[Task inputs — start]
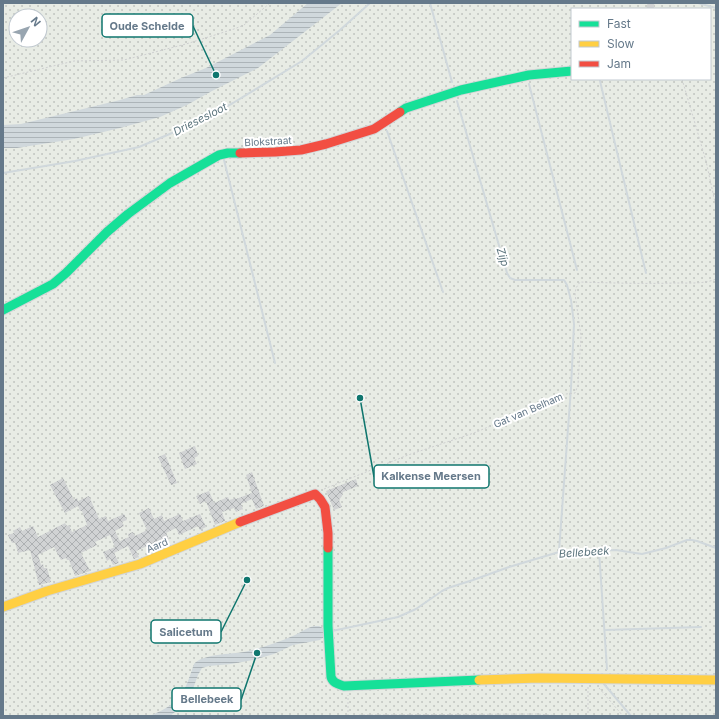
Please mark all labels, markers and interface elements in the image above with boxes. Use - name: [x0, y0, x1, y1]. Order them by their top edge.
- north arrow: [8, 8, 48, 48]
- legend: [571, 8, 711, 80]
- text: N: [28, 14, 44, 29]
- callout: Oude Schelde: [102, 14, 193, 37]
- text: Fast: [607, 16, 631, 31]
- text: Oude Schelde: [110, 19, 185, 33]
- text: Slow: [607, 36, 635, 51]
- text: Jam: [607, 56, 631, 71]
- water label: Driesesloot: [171, 99, 230, 139]
- street label: Blokstraat: [244, 134, 293, 148]
- water label: Zijp: [494, 246, 513, 268]
- street label: Gat van Belham: [492, 390, 564, 430]
- callout: Kalkense Meersen: [374, 465, 489, 488]
- text: Kalkense Meersen: [381, 469, 481, 483]
- street label: Aard: [144, 535, 170, 555]
- water label: Bellebeek: [558, 543, 611, 561]
- callout: Salicetum: [151, 620, 221, 643]
- text: Salicetum: [159, 625, 213, 639]
- callout: Bellebeek: [172, 688, 241, 711]
- text: Bellebeek: [181, 692, 234, 706]

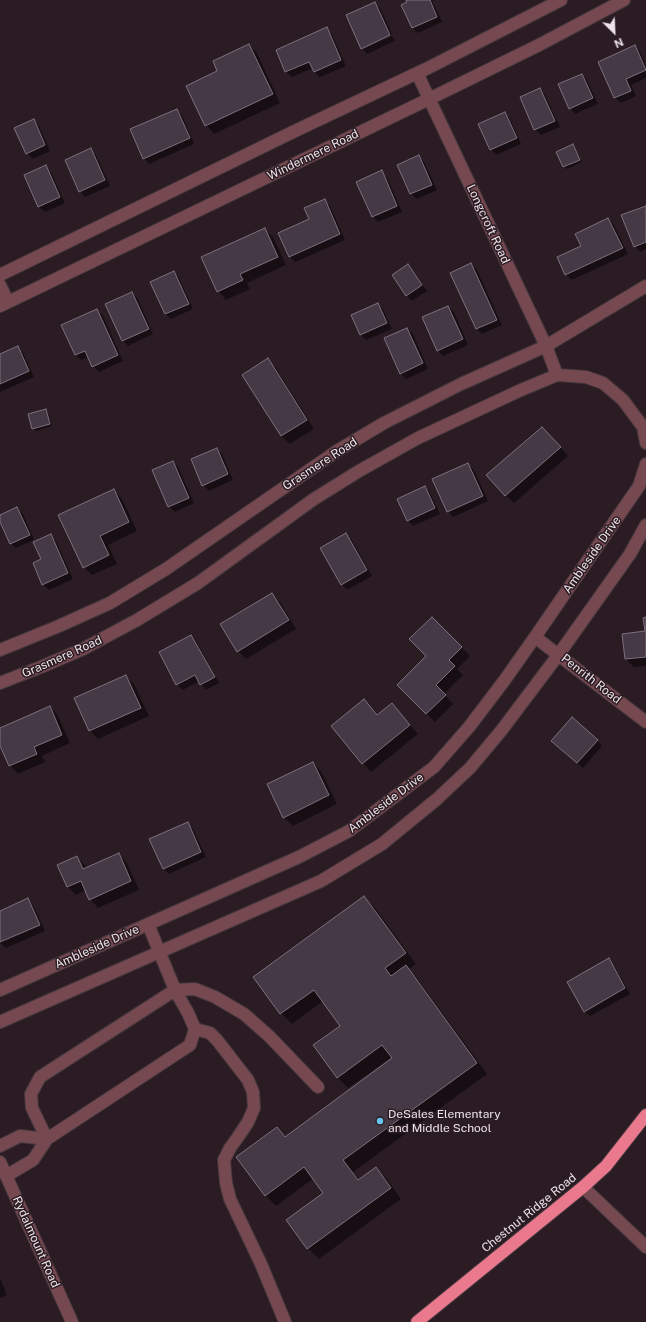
[Task inputs — finish]
Transcribe the entries above verbatim, excluding any image.

Please mark all labels, markers and interface elements in the image above with boxes. Use - name: [x0, y0, x1, y1]. Order them by their top edge.
- north arrow: [8, 8, 48, 48]
- legend: [571, 8, 711, 80]
- text: N: [28, 14, 44, 29]
- callout: Oude Schelde: [102, 14, 193, 37]
- text: Fast: [607, 16, 631, 31]
- text: Oude Schelde: [110, 19, 185, 33]
- text: Slow: [607, 36, 635, 51]
- text: Jam: [607, 56, 631, 71]
- water label: Driesesloot: [171, 99, 230, 139]
- street label: Blokstraat: [244, 134, 293, 148]
- water label: Zijp: [494, 246, 513, 268]
- street label: Gat van Belham: [492, 390, 564, 430]
- callout: Kalkense Meersen: [374, 465, 489, 488]
- text: Kalkense Meersen: [381, 469, 481, 483]
- street label: Aard: [144, 535, 170, 555]
- water label: Bellebeek: [558, 543, 611, 561]
- callout: Salicetum: [151, 620, 221, 643]
- text: Salicetum: [159, 625, 213, 639]
- callout: Bellebeek: [172, 688, 241, 711]
- text: Bellebeek: [181, 692, 234, 706]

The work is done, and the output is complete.